Attendu que la motivation de l’ordonnance précise que l’indemnité d’occupation due correspond au loyer, augmenté des charges, tel qu’il aurait été dû si le bail avait perduré, soit en son montant au moment de la résiliation ; que le décompte produit, qui a servi par ailleurs à fixer la provision au titre des loyers impayés, fait apparaître le loyer actualisé à 264.89€ ; que ce n’est donc que par erreur que le montant de 222€, correspondant au loyer initial, a été mentionné dans le dispositif ; qu’il convient de rectifier comme détaillé au dispositif de la présente ordonnance.

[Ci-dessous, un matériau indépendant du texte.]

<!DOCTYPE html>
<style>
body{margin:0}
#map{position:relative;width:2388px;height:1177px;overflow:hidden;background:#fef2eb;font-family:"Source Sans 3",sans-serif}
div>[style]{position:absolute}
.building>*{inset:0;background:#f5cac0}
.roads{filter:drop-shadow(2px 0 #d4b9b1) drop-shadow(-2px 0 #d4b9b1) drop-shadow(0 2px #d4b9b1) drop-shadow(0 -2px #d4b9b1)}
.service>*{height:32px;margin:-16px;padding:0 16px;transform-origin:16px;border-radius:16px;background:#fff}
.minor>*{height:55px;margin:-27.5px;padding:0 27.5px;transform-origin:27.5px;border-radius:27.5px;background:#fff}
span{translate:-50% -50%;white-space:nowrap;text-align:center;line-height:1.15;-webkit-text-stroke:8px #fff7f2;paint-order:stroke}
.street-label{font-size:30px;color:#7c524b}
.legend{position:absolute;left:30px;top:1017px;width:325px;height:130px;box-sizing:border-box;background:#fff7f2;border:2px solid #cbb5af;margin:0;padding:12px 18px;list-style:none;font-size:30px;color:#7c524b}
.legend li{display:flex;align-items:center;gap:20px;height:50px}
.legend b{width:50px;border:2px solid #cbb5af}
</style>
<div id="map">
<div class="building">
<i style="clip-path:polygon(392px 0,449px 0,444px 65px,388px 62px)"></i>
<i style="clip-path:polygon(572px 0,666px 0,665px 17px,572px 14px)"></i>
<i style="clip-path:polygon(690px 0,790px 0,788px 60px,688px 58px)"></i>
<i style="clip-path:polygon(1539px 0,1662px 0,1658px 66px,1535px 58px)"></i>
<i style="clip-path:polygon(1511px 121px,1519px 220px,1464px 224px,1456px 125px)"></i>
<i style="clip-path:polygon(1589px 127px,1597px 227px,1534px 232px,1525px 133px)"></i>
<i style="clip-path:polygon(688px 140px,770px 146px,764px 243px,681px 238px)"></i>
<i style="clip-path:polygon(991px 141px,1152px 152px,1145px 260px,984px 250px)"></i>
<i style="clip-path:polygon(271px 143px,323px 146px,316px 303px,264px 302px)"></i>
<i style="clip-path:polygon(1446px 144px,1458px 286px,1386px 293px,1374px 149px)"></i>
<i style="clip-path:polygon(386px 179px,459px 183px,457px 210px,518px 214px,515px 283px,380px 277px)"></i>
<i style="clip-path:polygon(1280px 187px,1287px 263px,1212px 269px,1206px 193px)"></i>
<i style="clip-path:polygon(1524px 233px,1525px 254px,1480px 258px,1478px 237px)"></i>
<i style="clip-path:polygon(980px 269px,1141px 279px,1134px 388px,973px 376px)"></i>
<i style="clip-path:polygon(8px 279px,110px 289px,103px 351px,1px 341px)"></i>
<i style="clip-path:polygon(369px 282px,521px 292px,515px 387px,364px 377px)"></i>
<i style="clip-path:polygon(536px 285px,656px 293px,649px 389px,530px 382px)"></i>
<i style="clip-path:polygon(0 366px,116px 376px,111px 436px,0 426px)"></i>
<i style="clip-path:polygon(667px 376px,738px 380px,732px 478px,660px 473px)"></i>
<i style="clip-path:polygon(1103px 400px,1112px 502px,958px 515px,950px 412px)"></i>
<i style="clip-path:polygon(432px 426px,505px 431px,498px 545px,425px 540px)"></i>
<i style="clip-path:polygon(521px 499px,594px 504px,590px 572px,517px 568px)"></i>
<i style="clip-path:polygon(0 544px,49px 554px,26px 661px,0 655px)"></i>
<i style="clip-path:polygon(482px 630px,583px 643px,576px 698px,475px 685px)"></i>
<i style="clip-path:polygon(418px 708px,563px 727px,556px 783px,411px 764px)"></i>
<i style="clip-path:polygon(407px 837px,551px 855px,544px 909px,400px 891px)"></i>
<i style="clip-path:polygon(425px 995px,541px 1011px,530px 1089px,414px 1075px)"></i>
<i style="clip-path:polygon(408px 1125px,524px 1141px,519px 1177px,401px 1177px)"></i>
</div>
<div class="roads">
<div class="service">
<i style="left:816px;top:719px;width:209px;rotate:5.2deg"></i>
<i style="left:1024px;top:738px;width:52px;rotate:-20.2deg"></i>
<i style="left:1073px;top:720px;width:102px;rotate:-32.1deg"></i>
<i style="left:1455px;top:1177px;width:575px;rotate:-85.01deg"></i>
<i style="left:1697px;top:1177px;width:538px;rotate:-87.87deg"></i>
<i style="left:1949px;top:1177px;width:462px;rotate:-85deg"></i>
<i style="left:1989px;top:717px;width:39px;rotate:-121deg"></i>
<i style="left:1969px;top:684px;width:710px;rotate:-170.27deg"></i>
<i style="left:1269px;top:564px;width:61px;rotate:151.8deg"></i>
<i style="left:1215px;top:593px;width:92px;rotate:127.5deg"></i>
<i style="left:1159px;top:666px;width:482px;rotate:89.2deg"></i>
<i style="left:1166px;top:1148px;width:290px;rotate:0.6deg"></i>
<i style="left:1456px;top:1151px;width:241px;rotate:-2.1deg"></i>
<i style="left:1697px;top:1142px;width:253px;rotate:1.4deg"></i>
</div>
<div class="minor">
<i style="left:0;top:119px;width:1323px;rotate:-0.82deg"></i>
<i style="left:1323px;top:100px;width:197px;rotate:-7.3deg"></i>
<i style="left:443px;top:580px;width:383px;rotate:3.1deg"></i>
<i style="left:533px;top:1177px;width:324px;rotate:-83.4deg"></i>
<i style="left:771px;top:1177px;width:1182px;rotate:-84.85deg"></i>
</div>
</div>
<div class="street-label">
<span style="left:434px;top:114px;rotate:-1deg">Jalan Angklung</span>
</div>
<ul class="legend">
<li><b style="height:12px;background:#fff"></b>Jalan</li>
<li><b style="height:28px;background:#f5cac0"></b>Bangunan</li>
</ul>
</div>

Les dépens de la présente instance resteront à la charge de l’Etat.
PAR CES MOTIFS :
Nous, Gaëlle PARIS-MULLER, statuant sans audience, en matière de rectification matérielle, par ordonnance non contradictoire,
Dit que le dispositif de l’ordonnance n°24/8884 sera modifié ainsi :
Dans le paragraphe : « Condamnons Monsieur [K] [F] à payer à Madame [N] [C] : à titre provisionnel sur les loyers et indemnités d’occupation dus au 2 décembre 2024, la somme de 2911.69 €,jusqu’à libération effective des lieux, une indemnité d’occupation mensuelle égale au montant du loyer, des charges et taxes qu’elle aurait dû payer si le bail n’avait pas été résilié, soit de 222 €, » le dernier alinéa sera modifié par :
« jusqu’à libération effective des lieux, une indemnité d’occupation mensuelle égale au montant du loyer, des charges et taxes qu’elle aurait dû payer si le bail n’avait pas été résilié, soit de 264.89 €, »
Dit que les dépens de la présente instance resteront à la charge de l’Etat.